Where a line below carries the word "Foodz", include it in the count, then give the count alone.

Source records -
##############################

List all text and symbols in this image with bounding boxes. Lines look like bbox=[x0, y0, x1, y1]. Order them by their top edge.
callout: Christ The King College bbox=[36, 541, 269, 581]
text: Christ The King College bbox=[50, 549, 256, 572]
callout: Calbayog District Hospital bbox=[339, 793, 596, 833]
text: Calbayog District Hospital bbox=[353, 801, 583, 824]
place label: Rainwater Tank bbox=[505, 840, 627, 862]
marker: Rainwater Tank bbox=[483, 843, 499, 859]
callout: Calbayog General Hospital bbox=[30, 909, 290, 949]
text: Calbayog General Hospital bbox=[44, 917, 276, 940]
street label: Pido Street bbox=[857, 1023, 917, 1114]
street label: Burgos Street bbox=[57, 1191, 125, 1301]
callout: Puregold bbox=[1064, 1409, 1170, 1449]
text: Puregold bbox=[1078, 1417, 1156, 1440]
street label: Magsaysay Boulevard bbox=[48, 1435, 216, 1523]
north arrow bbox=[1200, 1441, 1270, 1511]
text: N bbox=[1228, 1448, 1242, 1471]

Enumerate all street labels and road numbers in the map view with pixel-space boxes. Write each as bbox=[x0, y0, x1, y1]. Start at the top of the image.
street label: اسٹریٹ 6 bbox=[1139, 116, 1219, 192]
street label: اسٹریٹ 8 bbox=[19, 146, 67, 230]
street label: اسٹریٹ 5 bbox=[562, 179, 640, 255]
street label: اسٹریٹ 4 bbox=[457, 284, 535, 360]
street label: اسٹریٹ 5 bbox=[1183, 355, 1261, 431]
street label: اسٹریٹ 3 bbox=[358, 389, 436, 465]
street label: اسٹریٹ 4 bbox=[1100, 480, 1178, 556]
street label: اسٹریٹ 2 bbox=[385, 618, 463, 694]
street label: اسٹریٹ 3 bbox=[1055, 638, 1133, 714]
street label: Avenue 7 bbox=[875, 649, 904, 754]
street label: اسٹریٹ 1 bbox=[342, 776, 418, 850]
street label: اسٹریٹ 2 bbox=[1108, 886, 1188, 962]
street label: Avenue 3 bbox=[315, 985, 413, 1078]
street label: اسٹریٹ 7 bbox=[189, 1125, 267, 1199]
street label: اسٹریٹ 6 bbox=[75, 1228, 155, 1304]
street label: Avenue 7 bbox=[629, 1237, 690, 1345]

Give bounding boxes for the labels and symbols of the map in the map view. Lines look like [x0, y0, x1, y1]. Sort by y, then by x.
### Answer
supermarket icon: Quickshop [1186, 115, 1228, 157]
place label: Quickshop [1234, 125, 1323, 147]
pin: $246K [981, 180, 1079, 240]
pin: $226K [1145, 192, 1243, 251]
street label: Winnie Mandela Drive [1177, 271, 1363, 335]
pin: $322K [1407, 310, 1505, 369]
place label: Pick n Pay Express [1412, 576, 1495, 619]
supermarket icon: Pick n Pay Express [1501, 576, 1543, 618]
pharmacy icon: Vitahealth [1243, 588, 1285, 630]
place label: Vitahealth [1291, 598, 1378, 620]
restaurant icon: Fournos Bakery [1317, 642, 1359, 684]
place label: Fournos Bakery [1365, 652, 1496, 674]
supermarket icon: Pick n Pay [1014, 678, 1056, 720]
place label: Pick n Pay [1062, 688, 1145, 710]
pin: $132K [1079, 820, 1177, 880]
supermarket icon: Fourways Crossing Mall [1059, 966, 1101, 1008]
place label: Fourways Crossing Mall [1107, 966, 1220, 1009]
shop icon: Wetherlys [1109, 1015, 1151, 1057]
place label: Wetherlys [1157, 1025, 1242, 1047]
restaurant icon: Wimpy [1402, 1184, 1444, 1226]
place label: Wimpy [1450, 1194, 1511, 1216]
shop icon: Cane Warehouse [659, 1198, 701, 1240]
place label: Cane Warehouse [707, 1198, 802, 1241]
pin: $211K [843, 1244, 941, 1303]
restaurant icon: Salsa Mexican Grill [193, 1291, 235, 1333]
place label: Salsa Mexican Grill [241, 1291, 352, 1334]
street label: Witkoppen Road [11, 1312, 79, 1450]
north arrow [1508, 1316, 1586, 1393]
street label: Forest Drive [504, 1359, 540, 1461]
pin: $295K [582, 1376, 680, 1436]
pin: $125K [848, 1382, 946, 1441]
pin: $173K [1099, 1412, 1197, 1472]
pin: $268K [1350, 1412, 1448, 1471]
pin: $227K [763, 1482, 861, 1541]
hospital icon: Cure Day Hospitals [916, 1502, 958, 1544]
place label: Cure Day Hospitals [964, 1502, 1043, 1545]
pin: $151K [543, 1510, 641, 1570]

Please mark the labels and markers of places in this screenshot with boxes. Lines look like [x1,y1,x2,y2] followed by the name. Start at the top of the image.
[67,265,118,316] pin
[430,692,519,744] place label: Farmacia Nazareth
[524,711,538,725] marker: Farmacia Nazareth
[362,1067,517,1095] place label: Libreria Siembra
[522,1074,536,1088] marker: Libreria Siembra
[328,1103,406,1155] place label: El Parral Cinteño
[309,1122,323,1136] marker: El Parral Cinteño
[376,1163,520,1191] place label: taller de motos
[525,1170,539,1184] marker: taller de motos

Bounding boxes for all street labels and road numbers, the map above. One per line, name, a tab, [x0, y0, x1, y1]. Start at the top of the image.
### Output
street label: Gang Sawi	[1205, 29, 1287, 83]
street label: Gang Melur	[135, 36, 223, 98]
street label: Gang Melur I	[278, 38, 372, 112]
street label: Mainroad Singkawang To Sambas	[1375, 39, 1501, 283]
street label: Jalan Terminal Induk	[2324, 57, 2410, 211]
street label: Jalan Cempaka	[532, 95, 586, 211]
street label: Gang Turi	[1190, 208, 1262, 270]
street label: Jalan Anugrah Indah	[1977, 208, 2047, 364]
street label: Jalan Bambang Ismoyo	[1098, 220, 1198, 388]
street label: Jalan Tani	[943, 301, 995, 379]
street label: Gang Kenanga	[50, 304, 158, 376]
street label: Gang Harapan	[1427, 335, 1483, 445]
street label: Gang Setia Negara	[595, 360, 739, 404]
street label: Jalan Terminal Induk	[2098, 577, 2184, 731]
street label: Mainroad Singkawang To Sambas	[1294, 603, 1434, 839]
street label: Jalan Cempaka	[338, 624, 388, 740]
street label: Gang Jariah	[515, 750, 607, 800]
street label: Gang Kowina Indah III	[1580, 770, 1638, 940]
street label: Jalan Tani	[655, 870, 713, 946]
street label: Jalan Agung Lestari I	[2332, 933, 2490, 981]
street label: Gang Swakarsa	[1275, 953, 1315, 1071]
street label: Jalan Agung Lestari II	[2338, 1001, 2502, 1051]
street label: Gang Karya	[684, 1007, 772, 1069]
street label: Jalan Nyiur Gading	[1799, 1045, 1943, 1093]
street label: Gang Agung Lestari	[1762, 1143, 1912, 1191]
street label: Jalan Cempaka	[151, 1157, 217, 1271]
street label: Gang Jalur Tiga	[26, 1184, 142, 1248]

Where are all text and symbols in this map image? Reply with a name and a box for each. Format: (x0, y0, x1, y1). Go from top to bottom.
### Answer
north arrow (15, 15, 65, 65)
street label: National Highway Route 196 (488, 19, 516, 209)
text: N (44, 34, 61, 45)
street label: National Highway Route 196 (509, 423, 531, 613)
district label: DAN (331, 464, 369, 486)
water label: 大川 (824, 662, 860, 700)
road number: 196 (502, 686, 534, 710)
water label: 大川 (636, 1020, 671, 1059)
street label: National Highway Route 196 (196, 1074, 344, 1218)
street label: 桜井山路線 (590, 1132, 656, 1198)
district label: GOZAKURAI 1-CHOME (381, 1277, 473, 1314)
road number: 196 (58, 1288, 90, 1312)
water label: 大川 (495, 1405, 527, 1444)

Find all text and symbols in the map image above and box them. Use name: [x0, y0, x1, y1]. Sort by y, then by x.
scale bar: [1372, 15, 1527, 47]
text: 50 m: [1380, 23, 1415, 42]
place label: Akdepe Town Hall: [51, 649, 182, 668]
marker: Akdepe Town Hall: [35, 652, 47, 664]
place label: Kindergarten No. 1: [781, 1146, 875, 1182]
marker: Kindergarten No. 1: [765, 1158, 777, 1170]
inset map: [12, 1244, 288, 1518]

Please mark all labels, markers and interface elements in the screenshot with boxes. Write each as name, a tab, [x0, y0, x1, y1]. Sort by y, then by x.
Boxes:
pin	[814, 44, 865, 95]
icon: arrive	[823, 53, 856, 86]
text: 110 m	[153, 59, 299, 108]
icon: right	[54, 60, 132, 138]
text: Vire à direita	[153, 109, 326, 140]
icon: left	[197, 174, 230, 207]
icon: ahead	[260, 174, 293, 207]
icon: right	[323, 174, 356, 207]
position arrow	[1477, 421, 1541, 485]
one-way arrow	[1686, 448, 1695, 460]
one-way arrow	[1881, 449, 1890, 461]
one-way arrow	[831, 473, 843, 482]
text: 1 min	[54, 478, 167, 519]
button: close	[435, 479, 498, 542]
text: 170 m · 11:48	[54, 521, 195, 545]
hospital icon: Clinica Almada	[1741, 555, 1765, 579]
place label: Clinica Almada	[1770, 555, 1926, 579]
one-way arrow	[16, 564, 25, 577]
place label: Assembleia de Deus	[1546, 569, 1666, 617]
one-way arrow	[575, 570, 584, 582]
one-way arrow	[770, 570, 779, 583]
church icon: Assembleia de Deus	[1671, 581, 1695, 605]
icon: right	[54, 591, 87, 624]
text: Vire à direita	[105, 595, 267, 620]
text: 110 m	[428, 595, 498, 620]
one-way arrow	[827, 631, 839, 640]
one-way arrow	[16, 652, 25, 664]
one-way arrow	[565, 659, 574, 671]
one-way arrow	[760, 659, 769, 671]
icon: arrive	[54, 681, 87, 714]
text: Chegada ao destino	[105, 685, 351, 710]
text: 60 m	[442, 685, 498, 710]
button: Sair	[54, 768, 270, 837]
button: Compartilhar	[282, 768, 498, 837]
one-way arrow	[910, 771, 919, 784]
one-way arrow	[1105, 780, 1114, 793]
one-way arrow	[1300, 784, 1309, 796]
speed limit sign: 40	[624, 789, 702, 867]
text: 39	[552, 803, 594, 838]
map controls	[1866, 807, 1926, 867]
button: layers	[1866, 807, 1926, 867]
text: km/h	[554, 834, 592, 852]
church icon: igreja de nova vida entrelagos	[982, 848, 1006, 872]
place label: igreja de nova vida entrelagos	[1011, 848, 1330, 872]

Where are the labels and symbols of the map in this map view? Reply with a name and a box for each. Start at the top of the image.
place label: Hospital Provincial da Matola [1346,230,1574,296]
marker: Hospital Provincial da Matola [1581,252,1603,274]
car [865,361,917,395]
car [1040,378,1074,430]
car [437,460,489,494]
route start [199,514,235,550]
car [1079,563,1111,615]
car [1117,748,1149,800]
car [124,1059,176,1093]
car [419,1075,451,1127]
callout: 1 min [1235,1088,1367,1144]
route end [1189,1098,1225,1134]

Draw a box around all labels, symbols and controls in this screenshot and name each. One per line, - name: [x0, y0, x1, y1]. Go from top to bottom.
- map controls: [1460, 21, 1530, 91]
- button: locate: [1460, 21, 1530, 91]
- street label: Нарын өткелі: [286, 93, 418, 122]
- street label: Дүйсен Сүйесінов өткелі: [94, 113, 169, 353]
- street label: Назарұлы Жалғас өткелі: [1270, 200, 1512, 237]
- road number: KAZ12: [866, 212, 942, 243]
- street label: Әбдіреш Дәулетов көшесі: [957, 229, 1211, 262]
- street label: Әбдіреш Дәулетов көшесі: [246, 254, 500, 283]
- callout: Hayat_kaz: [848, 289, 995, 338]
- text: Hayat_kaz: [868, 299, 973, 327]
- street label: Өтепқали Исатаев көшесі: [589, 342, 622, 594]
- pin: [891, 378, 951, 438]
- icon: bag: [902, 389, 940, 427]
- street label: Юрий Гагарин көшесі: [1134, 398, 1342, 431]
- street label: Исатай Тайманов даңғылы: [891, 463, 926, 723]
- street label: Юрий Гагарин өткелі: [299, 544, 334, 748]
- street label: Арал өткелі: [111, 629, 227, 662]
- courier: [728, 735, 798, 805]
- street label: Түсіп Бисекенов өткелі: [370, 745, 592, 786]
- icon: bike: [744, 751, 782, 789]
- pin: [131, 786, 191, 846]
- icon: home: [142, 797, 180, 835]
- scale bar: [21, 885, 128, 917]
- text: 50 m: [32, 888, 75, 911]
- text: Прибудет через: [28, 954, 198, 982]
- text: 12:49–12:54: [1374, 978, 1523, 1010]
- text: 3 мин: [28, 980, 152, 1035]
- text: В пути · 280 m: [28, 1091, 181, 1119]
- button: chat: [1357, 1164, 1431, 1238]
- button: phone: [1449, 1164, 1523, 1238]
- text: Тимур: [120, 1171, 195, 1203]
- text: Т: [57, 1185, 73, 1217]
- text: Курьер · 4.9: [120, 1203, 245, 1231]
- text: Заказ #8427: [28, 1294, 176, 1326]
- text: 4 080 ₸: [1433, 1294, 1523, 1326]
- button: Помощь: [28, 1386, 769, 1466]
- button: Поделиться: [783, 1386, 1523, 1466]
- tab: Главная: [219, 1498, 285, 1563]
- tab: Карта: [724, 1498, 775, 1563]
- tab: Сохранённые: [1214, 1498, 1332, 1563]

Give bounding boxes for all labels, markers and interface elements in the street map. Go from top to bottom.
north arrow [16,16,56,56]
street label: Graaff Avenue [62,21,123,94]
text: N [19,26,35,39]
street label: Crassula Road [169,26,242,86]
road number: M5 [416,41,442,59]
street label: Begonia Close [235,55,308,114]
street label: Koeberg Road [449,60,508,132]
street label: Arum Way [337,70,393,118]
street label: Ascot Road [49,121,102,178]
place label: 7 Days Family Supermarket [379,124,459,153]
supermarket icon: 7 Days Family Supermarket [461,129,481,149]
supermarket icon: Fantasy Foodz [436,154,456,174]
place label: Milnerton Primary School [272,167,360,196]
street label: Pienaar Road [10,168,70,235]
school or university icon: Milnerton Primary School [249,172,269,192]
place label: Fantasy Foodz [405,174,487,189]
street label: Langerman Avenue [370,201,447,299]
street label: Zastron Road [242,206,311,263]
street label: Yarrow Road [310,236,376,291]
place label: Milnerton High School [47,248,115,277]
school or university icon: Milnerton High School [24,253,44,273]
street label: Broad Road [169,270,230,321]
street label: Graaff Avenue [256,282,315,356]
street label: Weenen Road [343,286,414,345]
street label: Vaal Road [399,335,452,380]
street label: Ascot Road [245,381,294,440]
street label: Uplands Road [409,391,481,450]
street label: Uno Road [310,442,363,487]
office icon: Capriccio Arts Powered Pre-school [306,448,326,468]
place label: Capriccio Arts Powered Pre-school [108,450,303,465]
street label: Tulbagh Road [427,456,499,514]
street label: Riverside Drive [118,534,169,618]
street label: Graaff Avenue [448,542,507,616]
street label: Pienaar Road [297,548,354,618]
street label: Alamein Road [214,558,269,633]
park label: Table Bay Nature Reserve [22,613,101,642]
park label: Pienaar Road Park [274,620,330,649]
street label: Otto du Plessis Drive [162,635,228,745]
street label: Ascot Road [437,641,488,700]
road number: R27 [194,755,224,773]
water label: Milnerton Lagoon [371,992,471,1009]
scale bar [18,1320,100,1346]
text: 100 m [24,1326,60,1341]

##############################

Task result - 2